En lo pequeño suele estar lo cotidiano, y en lo cotidiano está la historia de nuestro mundo personal. Hay una cosa capital en la vida de una persona, todos hemos de buscar un vicio asequible, un mecanismo tangible que pinte de blanco nuestro cerebro, que detenga el ritmo frenético que nos imponen los días. Otra manera de ser rico es tener aficiones económicas. No es más rico el que menos necesita, si no el que consigue necesitar cosas que están a su alcance. No es llegar a ser rico, es aprender a ser rico.

Yo comprendí la lección de chico, un día en los aledaños del Villamarín cuando con un euro en la mano me acerqué a un tenderete en el que un hombre moreno, gordo y desdentado gritaba como un poseso. Allí cambié la moneda que llevaba por tres paquetes rojos de pipas. En ese momento sentí la sensación de que había dado con un auténtico chollo, me sentí orgulloso de haber encontrado el nicho de mercado de la felicidad. Con una sola moneda podía acceder a tres paquetes de aquel rico fruto que antes cataba de tarde en tarde cuando alguien mayor me lo pelaba y que, entonces ya, podía empezar a destripar yo solo. Una moneda e infinidad de posibilidades, una moneda y mucho tiempo cubierto. Empecé a ejercitar mis dientes de leche. Antes que el primer cigarro vienen las primeras pipas. Una droga legal, la puerta de entrada al vicio.

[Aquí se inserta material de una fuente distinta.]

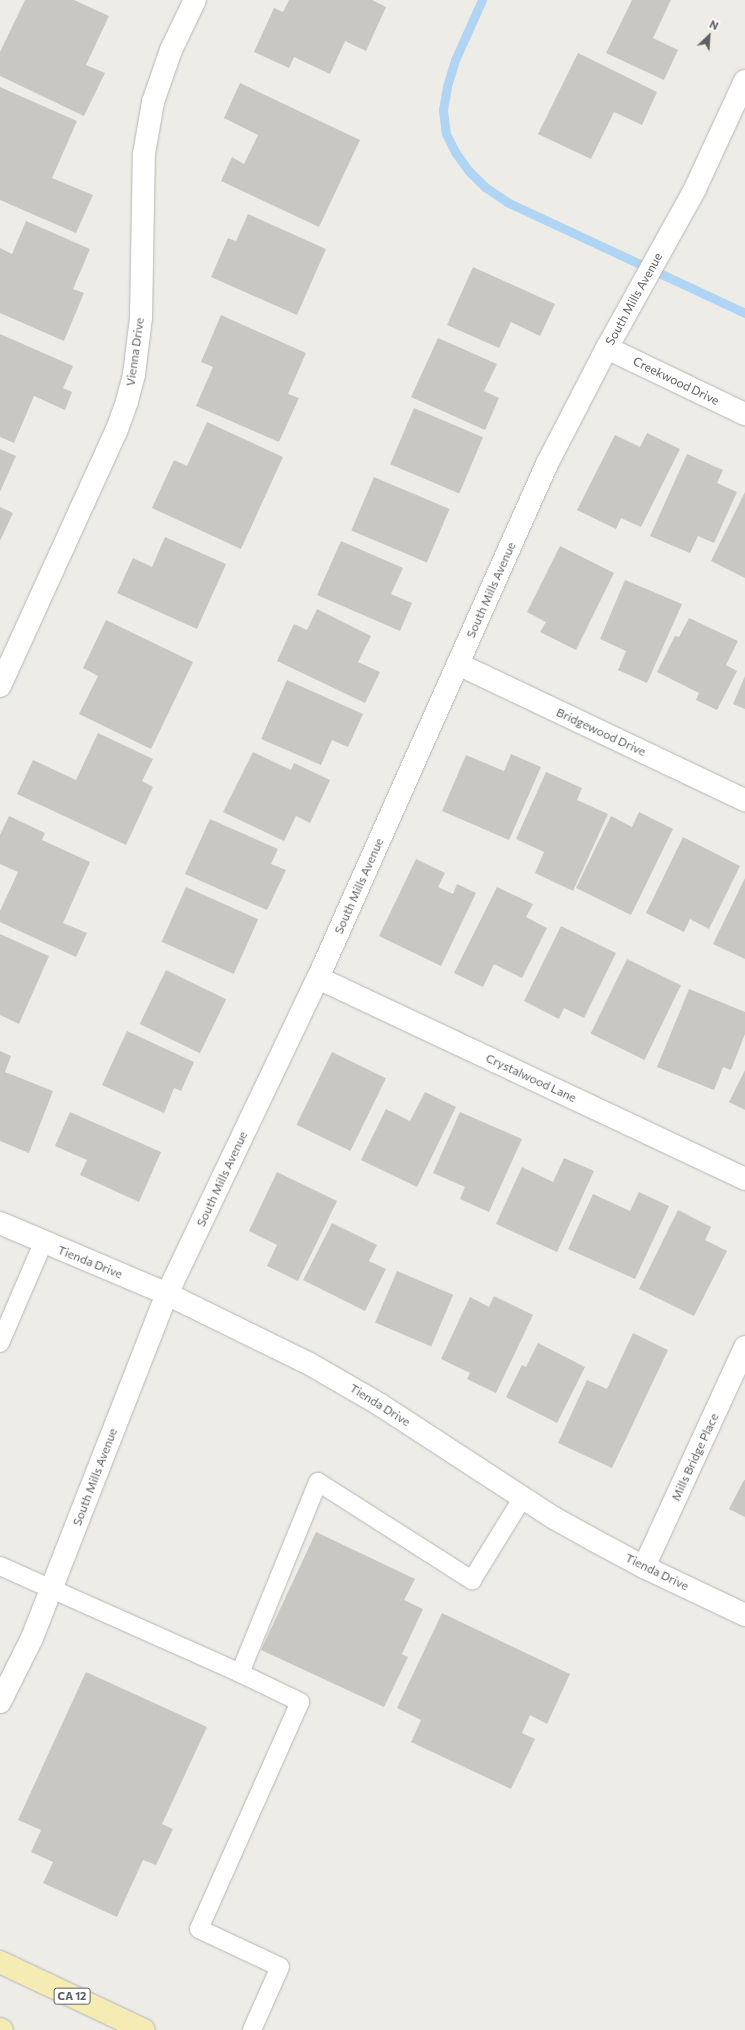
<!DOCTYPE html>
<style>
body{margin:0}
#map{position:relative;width:745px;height:2030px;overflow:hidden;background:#eeece6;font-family:Commissioner,sans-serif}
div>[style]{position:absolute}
.stream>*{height:9px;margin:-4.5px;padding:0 4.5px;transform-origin:4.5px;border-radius:4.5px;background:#b0d5f4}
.building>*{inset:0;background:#c9c7c2;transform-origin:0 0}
.roads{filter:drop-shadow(0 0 1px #b3b6b9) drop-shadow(0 0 1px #b3b6b9)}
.service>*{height:18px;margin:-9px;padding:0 9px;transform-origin:9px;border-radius:9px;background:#fff}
.minor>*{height:22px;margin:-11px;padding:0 11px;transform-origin:11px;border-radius:11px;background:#fff}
.tertiary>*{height:22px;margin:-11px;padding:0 11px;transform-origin:11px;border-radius:11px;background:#fff}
.primary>*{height:22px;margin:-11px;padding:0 11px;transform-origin:11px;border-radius:11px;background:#f5ecb4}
span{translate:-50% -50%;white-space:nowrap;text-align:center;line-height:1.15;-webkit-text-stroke:3px #fff;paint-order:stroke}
.shield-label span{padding:1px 3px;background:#fff;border:1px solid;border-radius:3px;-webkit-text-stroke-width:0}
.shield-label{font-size:11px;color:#5e6164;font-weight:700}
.street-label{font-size:12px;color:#5e6164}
.north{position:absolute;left:689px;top:16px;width:40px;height:40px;-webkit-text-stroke:3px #fff;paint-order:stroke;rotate:25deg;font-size:11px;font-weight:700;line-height:16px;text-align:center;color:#5e6164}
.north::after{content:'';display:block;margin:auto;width:14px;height:18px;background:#5e6164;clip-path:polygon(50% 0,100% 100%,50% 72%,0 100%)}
</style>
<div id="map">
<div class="stream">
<div style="left:482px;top:0;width:66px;rotate:114.2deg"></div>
<div style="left:455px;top:60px;width:28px;rotate:107deg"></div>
<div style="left:447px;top:87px;width:23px;rotate:100deg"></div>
<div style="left:443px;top:110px;width:24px;rotate:83deg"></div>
<div style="left:446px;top:134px;width:20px;rotate:63deg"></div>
<div style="left:455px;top:152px;width:24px;rotate:54deg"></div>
<div style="left:469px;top:171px;width:23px;rotate:45deg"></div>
<div style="left:485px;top:187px;width:27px;rotate:34deg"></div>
<div style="left:507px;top:202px;width:263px;rotate:25deg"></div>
</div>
<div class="building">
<div style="clip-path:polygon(25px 0,74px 0,109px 16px,86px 65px,105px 73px,84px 116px,0 76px,0 52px)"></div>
<div style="clip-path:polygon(289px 0,372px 0,386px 7px,366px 51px,345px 41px,330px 74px,294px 57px,289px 68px,254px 52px,274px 8px,283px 12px)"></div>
<div style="clip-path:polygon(632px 0,671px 0,653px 38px,678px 50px,664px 80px,606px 53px)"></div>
<div style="clip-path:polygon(578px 53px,657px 92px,642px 125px,614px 112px,591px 159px,538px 134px)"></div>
<div style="clip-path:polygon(240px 83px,360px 140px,319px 227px,221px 181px,232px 157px,244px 164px,258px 135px,224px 118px)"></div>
<div style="clip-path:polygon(0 87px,77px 121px,52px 178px,93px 195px,76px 233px,0 200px)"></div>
<div style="clip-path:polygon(248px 214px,326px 249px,297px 315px,211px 277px,228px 238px,236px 241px)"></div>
<div style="clip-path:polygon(26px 221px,90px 249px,73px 289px,84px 293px,64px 341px,0 313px,0 248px,12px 254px)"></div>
<div style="clip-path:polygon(473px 267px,555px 304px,540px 336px,511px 322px,499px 348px,447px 325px)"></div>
<div style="clip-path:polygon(221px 315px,306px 353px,288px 394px,299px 398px,279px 442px,196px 406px,213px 367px,201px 362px)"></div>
<div style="clip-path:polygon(0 334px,73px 366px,63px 388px,72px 392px,65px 410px,34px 396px,14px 443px,0 437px)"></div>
<div style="clip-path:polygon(438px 338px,497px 364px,484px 391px,499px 398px,485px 430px,411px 397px)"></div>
<div style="left:414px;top:408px;width:75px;height:61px;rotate:23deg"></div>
<div style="clip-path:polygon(207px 422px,283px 457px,241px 549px,152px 508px,174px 460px,187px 466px)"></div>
<div style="clip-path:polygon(647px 433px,680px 449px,641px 527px,621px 518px,616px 529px,577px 510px,615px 435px,640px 447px)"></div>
<div style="clip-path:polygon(0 449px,16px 456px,0 492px)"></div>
<div style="clip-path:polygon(687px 454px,723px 470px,717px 483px,737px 492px,714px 543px,698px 536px,690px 553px,650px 536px)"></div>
<div style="left:374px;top:477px;width:82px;height:58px;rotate:23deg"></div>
<div style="clip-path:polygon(745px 492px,745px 578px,711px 561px)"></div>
<div style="clip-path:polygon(0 507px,13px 513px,0 541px)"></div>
<div style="clip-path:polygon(165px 537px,226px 564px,197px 629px,117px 593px,133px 558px,152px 567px)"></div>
<div style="clip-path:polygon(341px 541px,403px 568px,391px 594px,412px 603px,400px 631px,317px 595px)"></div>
<div style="clip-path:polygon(560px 546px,614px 573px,576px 650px,540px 632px,546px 622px,527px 612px)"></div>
<div style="clip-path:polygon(625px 580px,682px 604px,647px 683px,618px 670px,626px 651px,600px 639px)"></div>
<div style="clip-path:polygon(317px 609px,371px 636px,358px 662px,380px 672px,365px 703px,277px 661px,294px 624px,307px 630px)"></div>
<div style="clip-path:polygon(689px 618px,738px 641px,726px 665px,737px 671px,717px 710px,696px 700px,699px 693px,657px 672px,675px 636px,679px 637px)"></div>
<div style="clip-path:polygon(106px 620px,193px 662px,151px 749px,79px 714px,98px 676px,83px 668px)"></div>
<div style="clip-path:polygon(745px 676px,745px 709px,733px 704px)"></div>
<div style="clip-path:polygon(287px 680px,363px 714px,348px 747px,332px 740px,321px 765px,261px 739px)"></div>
<div style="clip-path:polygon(98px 733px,153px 759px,142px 781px,153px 787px,126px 845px,17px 794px,33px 760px,76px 780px)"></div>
<div style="clip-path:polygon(253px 752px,291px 770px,294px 763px,330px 780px,310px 823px,296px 816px,284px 841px,223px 812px)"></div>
<div style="clip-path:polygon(511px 754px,541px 767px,509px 840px,442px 811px,466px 755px,504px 771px)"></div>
<div style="clip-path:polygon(546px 772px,582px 788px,577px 800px,608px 814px,573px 891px,535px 873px,544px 852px,516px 839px)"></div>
<div style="clip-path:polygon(639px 812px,673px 829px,631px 915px,576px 888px,611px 816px,632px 827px)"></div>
<div style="clip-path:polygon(9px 816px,45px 833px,42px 840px,90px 862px,63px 923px,87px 933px,76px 957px,0 922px,0 911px,18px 872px,0 864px,0 835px)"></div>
<div style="clip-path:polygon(210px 819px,278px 849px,271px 864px,286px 870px,267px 910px,185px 874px)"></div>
<div style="clip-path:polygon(683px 837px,740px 866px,709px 929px,690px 919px,684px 932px,646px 913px)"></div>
<div style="clip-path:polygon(416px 859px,445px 873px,438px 887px,453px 894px,457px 884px,476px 893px,441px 966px,379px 936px)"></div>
<div style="clip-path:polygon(745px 878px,745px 959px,713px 944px)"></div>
<div style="left:186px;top:887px;width:79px;height:60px;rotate:24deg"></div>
<div style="clip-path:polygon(497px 887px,533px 904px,526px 917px,547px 928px,522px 978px,494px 964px,483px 987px,454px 973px)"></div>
<div style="clip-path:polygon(561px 926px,616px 953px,584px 1018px,564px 1008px,559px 1019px,524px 1001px)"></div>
<div style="clip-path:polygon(0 934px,49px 956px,19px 1024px,0 1015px)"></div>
<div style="left:627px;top:959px;width:60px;height:83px;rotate:26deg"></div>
<div style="left:166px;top:970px;width:67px;height:60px;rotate:26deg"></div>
<div style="clip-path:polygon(689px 989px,745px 1012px,745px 1034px,731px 1070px,723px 1067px,714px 1090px,657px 1067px)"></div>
<div style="clip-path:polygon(127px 1031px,194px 1062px,181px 1091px,174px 1088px,164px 1113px,102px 1085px)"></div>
<div style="clip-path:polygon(0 1051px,11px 1056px,5px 1072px,53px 1091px,29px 1153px,0 1141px)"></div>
<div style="left:332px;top:1052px;width:60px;height:81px;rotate:26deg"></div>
<div style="clip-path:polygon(745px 1070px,745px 1110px,729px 1102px)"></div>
<div style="clip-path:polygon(425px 1092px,456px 1107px,417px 1187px,361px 1160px,386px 1109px,410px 1121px)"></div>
<div style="clip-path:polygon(70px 1112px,161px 1152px,139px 1202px,80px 1175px,87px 1160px,55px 1146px)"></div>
<div style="clip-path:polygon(460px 1112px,522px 1139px,489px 1212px,460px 1199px,465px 1187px,433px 1173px)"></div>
<div style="clip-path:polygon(564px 1158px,594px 1171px,557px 1252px,496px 1224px,522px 1167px,553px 1182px)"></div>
<div style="clip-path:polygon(277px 1172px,337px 1201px,298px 1281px,267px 1266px,277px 1245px,249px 1231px)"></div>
<div style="clip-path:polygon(639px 1192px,669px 1206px,635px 1279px,568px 1249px,593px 1194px,630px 1211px)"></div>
<div style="clip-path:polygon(678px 1210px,711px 1227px,705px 1240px,727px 1251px,694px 1316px,639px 1289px)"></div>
<div style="clip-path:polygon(332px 1223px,377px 1245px,369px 1261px,386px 1269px,365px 1311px,303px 1280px)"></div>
<div style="left:397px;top:1271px;width:61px;height:56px;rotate:23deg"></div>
<div style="clip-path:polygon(494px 1296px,533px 1315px,496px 1393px,467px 1379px,470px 1373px,441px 1359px,470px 1297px,489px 1307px)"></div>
<div style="clip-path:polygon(633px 1333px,668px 1350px,612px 1468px,558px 1443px,587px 1380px,607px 1389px)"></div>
<div style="clip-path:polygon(538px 1343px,585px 1367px,557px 1423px,506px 1397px,522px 1365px,526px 1367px)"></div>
<div style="clip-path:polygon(744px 1480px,745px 1480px,745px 1517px,729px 1509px)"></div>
<div style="clip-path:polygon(316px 1532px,415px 1579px,404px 1600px,423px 1609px,402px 1654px,408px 1657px,384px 1707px,261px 1650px)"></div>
<div style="clip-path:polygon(442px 1613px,570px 1674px,547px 1724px,530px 1715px,522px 1733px,535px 1739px,511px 1789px,411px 1742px,421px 1720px,397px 1708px)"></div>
<div style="clip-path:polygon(86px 1672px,207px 1727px,162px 1824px,173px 1829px,156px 1865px,143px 1860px,117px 1917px,43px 1883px,53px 1862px,31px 1852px,41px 1830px,18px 1820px)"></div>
</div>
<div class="roads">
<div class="service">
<div style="left:0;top:1343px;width:109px;rotate:-66.7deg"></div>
<div style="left:0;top:1566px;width:263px;rotate:24deg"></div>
<div style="left:240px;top:1673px;width:67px;rotate:25.8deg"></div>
<div style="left:300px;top:1702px;width:248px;rotate:114deg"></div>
<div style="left:199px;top:1929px;width:89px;rotate:25.1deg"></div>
<div style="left:280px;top:1967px;width:69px;rotate:114deg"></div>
<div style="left:240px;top:1673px;width:206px;rotate:-67.8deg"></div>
<div style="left:318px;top:1482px;width:183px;rotate:32.5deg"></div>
<div style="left:472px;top:1580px;width:97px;rotate:-58.4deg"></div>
</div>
<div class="minor">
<div style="left:607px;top:348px;width:153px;rotate:25.6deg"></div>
<div style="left:458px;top:664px;width:318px;rotate:25.4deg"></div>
<div style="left:0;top:686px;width:279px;rotate:-65.5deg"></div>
<div style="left:116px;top:432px;width:33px;rotate:-70deg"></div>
<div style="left:127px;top:401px;width:28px;rotate:-75deg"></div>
<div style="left:134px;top:374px;width:56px;rotate:-82.9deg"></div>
<div style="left:141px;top:318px;width:164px;rotate:-89deg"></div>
<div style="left:144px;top:154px;width:53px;rotate:-80.2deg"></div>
<div style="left:153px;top:102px;width:55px;rotate:-70.9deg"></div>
<div style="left:171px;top:50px;width:55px;rotate:-64.4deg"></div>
<div style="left:318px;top:978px;width:472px;rotate:25.2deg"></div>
<div style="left:0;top:1223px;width:181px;rotate:23deg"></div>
<div style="left:167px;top:1294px;width:157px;rotate:26.1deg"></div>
<div style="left:308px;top:1363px;width:82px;rotate:30deg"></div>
<div style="left:379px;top:1404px;width:209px;rotate:33.1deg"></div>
<div style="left:554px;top:1518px;width:39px;rotate:29deg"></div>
<div style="left:588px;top:1537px;width:64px;rotate:28.2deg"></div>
<div style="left:644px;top:1567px;width:112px;rotate:25.4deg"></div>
<div style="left:644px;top:1567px;width:242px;rotate:-65.3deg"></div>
</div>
<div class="tertiary">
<div style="left:0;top:1702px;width:72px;rotate:-63.4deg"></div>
<div style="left:32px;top:1638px;width:370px;rotate:-68.6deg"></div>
<div style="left:167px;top:1294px;width:350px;rotate:-64.5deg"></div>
<div style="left:318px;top:978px;width:563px;rotate:-65.99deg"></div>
<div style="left:547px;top:464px;width:131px;rotate:-62.7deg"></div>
<div style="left:607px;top:348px;width:182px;rotate:-61deg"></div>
<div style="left:695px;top:189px;width:119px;rotate:-65.2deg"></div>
</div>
<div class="primary">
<div style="left:0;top:1962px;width:159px;rotate:25.3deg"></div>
<div style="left:0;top:2029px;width:2px;rotate:27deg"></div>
</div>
</div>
<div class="shield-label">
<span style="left:72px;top:1996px">CA 12</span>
</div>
<div class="street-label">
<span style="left:634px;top:299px;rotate:-61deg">South Mills Avenue</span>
<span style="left:135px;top:352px;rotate:-82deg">Vienna Drive</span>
<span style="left:676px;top:381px;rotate:26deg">Creekwood Drive</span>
<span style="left:491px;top:590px;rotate:-66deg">South Mills Avenue</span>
<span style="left:601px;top:732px;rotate:25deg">Bridgewood Drive</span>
<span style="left:359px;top:886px;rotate:-66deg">South Mills Avenue</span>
<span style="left:531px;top:1078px;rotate:25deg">Crystalwood Lane</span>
<span style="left:222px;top:1179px;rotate:-65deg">South Mills Avenue</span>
<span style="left:90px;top:1262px;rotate:22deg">Tienda Drive</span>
<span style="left:380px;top:1405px;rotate:32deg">Tienda Drive</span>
<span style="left:695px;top:1457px;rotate:-65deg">Mills Bridge Place</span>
<span style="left:95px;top:1477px;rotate:-69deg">South Mills Avenue</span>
<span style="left:657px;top:1572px;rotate:26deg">Tienda Drive</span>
</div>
<div class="north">N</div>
</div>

Después entendí que los del otro equipo de la ciudad también las tomaban y supuse que por Nervión habría otro hombre gordo, moreno y desdentado que vendía la diversión a un euro. Luego llegaron a los recreos y a golpe de puñados de girasol crecíamos, y nuestras conversaciones mutaban, y el acné poblaba nuestras caras, y en nuestro banquito el tiempo se medía en montañas de cascaras. Gastábamos la saliva en lo más importante: lo intrascendente para los demás. Sumamos ferias y los recreos se extendieron a los fines de semana, y después a cualquier tarde de tedio universitario. Y ya no hay hombre moreno, gordo y desdentado, ahora está el chino simpático que te saca la litrona del fondo del congelador. Y en la bolsa verde va el vidrio helado de cebada y los tres paquetes rojos de pipas. Y sentados en el maletero de un coche, en el descampado de la EME, con el Guadalquivir de fondo, un grupo de chavales apuñalan a la rutina bebiendo cerveza, fumando y escuchando música. Hacen lo de siempre, cincelan la amistad con sus dientes, se sienten Reyes.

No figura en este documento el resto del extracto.